(DATA FOR THIS TASK begins)

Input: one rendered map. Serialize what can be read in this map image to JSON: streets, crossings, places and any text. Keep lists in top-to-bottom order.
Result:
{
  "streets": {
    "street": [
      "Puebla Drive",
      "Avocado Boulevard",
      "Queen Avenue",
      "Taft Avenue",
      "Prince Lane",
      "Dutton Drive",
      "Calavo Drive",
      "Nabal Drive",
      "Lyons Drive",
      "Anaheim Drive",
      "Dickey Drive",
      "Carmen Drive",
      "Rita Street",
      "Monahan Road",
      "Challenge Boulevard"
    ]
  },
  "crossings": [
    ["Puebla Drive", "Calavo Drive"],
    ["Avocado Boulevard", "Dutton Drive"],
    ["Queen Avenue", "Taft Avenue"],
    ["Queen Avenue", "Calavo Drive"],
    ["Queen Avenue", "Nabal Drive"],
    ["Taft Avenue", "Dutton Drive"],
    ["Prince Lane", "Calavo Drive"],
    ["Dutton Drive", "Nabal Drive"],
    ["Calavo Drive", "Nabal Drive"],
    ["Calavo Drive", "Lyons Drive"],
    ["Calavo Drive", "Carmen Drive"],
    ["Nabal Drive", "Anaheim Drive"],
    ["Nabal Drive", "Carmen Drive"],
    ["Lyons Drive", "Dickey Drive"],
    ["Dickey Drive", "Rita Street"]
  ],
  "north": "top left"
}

(DATA FOR THIS TASK ends)

__PROBLEM__.
Each line of the data needs to be repeated exactly.

__ANSWER BOX__.
Input: one rendered map. Serialize what can be read in this map image to JSON: streets, crossings, places and any text. Keep lists in top-to-bottom order.
Result:
{
  "streets": {
    "street": [
      "Puebla Drive",
      "Avocado Boulevard",
      "Queen Avenue",
      "Taft Avenue",
      "Prince Lane",
      "Dutton Drive",
      "Calavo Drive",
      "Nabal Drive",
      "Lyons Drive",
      "Anaheim Drive",
      "Dickey Drive",
      "Carmen Drive",
      "Rita Street",
      "Monahan Road",
      "Challenge Boulevard"
    ]
  },
  "crossings": [
    ["Puebla Drive", "Calavo Drive"],
    ["Avocado Boulevard", "Dutton Drive"],
    ["Queen Avenue", "Taft Avenue"],
    ["Queen Avenue", "Calavo Drive"],
    ["Queen Avenue", "Nabal Drive"],
    ["Taft Avenue", "Dutton Drive"],
    ["Prince Lane", "Calavo Drive"],
    ["Dutton Drive", "Nabal Drive"],
    ["Calavo Drive", "Nabal Drive"],
    ["Calavo Drive", "Lyons Drive"],
    ["Calavo Drive", "Carmen Drive"],
    ["Nabal Drive", "Anaheim Drive"],
    ["Nabal Drive", "Carmen Drive"],
    ["Lyons Drive", "Dickey Drive"],
    ["Dickey Drive", "Rita Street"]
  ],
  "north": "top left"
}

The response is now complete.